→ **PROMPT**: Across all entries below, how many lines include "getContext"? Answer with the number alone.

→ **RECORDS SUPPLIED**:
-=-=-=-=-

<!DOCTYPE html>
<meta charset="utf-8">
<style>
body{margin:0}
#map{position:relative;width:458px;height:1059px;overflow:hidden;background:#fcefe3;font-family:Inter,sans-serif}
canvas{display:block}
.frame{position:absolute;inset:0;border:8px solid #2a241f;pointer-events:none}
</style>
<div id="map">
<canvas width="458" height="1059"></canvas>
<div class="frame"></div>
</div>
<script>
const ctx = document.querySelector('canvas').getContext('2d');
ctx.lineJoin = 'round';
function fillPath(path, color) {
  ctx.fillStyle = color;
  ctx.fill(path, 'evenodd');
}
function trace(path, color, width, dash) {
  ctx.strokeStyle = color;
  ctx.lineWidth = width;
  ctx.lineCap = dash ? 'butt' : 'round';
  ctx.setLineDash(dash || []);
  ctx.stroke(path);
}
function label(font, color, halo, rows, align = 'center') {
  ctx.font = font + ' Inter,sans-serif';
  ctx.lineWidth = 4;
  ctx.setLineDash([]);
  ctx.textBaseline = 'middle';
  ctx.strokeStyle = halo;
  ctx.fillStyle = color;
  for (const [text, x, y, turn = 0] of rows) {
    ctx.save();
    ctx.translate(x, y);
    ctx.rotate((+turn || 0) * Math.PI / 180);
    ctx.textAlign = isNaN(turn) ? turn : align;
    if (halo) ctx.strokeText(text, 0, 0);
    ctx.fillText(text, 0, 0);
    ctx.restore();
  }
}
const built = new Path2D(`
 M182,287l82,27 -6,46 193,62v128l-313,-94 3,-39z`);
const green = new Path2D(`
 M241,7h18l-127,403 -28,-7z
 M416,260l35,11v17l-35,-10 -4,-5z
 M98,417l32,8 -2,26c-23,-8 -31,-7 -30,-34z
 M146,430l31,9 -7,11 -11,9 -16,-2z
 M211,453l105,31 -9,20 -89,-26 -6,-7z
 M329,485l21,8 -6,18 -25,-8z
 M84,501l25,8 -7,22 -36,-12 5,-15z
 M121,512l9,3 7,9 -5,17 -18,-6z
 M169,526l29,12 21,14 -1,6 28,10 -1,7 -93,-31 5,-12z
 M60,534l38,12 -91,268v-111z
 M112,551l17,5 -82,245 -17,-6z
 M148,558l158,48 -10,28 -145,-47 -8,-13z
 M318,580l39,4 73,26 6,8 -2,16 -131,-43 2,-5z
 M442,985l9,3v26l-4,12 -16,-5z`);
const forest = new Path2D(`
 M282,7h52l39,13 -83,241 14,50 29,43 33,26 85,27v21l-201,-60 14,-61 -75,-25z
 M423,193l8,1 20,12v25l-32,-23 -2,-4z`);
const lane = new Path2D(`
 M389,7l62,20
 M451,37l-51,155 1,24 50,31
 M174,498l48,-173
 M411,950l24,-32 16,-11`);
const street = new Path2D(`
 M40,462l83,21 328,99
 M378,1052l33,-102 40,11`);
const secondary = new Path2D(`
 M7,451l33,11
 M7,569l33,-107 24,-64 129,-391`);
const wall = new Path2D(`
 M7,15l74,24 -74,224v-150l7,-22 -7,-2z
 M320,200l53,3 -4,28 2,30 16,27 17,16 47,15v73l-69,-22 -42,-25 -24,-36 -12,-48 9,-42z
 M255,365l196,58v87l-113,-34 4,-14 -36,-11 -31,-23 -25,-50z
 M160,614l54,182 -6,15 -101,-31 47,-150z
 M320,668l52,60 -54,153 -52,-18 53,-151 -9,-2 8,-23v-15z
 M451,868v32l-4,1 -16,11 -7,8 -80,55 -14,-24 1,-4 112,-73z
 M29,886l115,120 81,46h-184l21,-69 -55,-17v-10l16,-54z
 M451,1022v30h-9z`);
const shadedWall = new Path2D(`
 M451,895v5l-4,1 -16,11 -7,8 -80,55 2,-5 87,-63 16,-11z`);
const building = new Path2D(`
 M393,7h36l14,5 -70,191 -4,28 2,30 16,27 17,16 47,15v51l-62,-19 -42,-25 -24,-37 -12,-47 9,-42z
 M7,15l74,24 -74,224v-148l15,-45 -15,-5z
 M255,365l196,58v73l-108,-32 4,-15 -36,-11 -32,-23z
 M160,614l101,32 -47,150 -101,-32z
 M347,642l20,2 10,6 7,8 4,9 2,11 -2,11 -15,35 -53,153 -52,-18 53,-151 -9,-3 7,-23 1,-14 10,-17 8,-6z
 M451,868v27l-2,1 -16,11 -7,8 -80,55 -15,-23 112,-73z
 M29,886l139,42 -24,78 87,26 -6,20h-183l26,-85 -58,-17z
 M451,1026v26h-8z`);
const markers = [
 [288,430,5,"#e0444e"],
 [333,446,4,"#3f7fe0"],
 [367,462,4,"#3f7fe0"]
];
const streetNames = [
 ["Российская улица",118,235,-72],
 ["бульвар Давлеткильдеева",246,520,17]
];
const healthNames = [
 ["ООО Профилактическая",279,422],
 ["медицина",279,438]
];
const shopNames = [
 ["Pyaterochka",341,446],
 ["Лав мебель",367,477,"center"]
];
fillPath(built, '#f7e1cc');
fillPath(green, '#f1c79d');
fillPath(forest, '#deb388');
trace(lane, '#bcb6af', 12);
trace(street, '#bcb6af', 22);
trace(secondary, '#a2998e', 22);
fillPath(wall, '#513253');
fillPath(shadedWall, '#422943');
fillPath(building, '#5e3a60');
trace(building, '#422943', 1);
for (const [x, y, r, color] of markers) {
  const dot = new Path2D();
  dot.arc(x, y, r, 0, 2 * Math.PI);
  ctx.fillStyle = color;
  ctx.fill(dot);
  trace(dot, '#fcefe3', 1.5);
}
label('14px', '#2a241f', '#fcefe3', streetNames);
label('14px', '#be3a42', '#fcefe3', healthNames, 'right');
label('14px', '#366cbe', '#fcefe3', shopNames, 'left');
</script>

-=-=-=-=-

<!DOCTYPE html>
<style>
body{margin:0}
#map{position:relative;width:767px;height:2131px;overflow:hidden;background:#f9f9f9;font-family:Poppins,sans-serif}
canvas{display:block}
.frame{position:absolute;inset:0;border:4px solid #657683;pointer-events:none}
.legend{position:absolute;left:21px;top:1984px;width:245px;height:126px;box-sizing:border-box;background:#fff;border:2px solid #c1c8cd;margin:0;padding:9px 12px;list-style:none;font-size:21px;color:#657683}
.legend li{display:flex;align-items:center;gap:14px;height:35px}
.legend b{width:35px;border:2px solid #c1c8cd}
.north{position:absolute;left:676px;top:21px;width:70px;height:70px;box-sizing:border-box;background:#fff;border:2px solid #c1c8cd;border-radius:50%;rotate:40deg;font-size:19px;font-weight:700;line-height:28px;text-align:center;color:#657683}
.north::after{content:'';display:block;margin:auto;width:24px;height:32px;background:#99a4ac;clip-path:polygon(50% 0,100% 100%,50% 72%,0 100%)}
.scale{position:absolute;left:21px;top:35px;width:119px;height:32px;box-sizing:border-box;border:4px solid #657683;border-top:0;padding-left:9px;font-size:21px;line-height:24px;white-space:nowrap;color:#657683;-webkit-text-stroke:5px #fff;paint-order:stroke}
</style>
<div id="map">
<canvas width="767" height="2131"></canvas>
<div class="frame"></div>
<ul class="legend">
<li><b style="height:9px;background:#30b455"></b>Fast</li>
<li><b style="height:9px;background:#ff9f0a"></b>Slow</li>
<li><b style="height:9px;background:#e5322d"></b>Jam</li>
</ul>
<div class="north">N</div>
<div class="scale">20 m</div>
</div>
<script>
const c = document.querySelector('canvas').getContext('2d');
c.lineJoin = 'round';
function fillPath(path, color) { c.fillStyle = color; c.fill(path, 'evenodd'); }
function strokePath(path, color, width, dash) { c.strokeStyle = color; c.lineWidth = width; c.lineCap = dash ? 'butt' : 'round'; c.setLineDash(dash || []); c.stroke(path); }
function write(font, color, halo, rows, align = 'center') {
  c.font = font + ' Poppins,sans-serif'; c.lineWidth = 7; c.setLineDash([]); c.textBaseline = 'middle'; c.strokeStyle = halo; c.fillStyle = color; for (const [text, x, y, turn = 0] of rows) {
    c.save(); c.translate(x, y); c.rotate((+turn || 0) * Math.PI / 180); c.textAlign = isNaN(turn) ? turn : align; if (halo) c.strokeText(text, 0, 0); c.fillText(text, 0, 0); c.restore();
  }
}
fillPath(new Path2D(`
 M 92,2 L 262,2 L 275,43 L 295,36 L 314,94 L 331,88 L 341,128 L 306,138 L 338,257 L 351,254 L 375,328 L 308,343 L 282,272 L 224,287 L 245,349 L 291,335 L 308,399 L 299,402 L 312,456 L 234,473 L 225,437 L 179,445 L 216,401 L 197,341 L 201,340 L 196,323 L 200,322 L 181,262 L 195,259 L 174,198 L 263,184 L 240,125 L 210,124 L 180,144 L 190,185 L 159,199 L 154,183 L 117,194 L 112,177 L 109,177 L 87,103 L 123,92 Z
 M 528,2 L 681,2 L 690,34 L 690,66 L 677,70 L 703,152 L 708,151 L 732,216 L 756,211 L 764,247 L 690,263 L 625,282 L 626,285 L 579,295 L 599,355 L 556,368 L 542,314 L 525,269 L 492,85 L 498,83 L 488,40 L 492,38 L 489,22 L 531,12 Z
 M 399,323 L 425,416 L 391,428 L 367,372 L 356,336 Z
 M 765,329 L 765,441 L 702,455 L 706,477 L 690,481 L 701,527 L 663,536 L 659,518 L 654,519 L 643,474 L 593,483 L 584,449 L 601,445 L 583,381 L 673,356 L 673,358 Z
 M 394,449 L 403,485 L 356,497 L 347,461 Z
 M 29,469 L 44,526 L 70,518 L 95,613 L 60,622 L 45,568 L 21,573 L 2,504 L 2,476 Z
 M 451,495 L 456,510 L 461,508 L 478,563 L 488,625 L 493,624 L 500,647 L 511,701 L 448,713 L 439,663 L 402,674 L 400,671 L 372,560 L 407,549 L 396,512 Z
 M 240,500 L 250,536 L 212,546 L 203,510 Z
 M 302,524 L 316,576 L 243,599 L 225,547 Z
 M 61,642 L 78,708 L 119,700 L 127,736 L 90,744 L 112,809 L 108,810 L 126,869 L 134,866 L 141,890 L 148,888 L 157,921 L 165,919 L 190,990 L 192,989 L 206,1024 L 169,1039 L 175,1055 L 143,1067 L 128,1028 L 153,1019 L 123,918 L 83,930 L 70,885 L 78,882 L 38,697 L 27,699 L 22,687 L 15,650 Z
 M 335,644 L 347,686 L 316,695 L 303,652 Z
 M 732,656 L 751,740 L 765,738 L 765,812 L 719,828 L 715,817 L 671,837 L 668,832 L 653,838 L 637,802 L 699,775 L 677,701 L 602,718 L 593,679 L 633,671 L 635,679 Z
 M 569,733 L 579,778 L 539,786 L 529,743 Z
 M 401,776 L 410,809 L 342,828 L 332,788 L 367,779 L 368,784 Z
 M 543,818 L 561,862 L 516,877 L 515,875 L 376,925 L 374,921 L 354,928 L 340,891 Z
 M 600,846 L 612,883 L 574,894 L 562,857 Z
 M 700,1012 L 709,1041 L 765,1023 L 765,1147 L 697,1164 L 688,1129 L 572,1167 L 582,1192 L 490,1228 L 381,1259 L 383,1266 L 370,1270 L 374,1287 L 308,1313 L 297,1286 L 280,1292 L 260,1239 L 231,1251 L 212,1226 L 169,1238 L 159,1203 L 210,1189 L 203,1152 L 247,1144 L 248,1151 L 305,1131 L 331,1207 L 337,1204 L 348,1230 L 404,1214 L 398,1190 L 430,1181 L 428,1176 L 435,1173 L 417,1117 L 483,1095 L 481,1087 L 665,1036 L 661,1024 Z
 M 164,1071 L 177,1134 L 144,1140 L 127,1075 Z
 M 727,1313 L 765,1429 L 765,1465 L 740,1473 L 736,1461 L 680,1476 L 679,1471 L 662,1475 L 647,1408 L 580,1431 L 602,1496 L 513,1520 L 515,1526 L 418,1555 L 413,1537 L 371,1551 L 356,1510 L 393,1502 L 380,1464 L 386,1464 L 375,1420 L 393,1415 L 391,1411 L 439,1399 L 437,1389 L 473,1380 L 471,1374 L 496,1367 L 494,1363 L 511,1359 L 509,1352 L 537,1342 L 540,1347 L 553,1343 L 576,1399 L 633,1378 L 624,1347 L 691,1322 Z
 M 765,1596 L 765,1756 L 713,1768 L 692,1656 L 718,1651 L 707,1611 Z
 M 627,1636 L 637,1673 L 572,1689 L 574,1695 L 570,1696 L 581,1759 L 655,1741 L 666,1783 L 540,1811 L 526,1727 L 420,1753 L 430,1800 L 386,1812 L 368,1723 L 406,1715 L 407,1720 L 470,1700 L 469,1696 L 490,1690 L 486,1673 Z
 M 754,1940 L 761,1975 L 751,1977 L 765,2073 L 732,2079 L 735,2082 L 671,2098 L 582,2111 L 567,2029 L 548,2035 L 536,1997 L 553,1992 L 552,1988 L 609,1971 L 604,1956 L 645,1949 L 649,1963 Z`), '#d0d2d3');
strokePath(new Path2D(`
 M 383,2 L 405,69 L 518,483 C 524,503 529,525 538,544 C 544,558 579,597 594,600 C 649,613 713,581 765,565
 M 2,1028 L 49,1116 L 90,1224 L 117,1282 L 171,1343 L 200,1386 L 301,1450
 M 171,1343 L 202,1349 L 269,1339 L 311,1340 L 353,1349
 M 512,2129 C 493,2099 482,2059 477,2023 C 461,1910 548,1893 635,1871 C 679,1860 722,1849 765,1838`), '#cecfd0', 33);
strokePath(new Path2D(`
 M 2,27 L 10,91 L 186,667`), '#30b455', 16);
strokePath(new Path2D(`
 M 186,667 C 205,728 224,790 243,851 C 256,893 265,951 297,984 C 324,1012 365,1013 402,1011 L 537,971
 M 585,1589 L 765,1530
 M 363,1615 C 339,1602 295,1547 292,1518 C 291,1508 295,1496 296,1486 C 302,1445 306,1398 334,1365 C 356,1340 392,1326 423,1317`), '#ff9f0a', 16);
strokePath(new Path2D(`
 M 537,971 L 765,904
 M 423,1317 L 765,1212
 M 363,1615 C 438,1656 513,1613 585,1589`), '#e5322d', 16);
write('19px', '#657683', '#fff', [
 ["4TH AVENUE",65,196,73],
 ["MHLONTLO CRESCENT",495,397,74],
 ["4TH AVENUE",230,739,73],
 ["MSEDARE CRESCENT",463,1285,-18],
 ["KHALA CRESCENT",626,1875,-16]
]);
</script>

-=-=-=-=-

→ **SOLUTION BELOW**: 2